For reference, I decided I needed a working definition of ‘crossover’ for the purposes of this series, which is:
A comic book story told primarily in a dedicated series and featuring characters from across the fictional universe it lives within. It may or may not (but probably will) have associated tie-in issues in other series which expand the story (or are designed to do so - your mileage may vary).
That shuts out some stuff that could in theory be entertaining, but in the interests of my sanity there needs to be a line. So that means, for example;
- no inter-company crossovers - which tend(ed) to be one-offs and designed to be regarded as outside continuity, even though this means I can’t bang on about the definitive execution of its type, X-Men/Teen Titans
- no intra-character crossovers - that is, where multiple titles starring the same character run a single storyline across more than one of them; ‘The Other’ from the Spider-titles in 2005/06 would be one of many examples of that
- no Fall of the Mutants/Inferno/Rotworld-type crossovers between ongoing series where there’s no central stand-alone series, even if the story has tie-ins in other titles - I’m going to miss talking about some of these, but seriously, where would it end?
Also, it’s inevitable that most of the stuff I’m going to talk about will fall out of Marvel or DC, who have the biggest and longest-established shared universes where these things can happen. So mainstream madness it is.
And speaking of madness, let’s talk about Secret Wars...

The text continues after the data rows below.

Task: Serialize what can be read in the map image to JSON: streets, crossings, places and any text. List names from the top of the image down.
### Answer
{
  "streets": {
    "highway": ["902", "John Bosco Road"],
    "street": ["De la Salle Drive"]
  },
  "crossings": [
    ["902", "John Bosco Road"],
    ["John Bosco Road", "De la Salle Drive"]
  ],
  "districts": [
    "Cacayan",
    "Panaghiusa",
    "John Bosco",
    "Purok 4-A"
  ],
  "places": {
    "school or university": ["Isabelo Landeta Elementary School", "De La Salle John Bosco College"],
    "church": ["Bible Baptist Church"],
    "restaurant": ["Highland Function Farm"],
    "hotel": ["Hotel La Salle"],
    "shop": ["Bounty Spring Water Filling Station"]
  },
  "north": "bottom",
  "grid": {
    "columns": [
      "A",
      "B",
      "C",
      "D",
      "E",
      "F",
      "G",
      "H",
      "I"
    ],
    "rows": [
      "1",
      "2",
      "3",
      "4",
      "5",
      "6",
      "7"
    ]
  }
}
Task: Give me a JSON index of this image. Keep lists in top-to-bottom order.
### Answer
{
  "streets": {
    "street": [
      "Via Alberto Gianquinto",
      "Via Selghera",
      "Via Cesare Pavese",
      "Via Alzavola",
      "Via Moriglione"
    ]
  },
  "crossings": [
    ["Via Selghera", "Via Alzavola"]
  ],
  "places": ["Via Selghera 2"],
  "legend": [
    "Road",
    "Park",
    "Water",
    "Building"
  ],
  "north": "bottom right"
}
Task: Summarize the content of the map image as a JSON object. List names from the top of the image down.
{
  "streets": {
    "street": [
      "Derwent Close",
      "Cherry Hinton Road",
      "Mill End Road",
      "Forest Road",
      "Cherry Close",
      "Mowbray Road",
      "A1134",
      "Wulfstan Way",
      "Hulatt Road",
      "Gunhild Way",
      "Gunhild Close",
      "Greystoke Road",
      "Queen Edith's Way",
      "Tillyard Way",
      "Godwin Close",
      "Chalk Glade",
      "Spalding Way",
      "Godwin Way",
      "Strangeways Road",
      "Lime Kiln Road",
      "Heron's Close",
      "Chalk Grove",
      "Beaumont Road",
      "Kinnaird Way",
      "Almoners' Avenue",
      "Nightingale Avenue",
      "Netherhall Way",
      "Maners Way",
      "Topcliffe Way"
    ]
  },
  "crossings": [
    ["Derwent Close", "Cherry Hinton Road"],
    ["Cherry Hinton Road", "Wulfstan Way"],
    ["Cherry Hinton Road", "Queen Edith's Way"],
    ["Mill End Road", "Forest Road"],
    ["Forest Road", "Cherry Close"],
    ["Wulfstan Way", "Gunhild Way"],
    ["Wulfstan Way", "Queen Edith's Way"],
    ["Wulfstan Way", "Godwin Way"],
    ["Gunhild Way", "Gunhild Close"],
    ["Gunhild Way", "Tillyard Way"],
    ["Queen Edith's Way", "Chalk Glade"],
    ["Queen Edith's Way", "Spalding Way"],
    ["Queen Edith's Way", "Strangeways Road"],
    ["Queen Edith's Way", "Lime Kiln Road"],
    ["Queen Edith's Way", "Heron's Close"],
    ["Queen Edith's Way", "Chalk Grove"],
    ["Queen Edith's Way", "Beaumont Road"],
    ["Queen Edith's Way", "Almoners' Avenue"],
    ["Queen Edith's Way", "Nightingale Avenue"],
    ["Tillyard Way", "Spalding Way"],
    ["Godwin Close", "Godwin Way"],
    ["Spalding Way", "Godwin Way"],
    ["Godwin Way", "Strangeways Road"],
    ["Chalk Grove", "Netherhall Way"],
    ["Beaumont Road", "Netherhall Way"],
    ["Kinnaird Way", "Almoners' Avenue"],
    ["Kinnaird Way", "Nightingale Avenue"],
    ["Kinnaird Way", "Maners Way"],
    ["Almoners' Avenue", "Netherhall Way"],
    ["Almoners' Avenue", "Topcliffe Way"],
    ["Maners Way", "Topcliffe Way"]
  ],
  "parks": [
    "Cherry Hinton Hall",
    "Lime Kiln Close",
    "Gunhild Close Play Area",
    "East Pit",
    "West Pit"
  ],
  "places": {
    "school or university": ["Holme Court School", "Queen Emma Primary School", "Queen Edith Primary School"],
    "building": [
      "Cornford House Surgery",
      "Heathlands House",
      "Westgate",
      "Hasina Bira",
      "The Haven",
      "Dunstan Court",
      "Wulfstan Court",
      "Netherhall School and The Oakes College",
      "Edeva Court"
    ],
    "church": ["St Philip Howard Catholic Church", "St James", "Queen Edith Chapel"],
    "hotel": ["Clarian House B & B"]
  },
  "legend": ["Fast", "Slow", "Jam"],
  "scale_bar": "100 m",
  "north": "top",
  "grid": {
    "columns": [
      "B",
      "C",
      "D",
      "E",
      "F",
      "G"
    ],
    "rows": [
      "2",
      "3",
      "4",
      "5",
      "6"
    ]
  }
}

Marvel Super Heroes Secret Wars (to give it its full name) arose out of a basically cynical motivation - Marvel wanted to sell toys. These days crossovers are born out of Editorial Retreats where motivations are explored and creative executions discussed. Then, Editor-in-Chief (and eventual writer of the series) Jim Shooter had been involved in discussions with Mattel about a Marvel line and by his own account distilled the core elements for the series out of focus group requirements and some generic fan wishes. You may call that an inauspicious starting point; I prefer to think of it as a sign of what was to come.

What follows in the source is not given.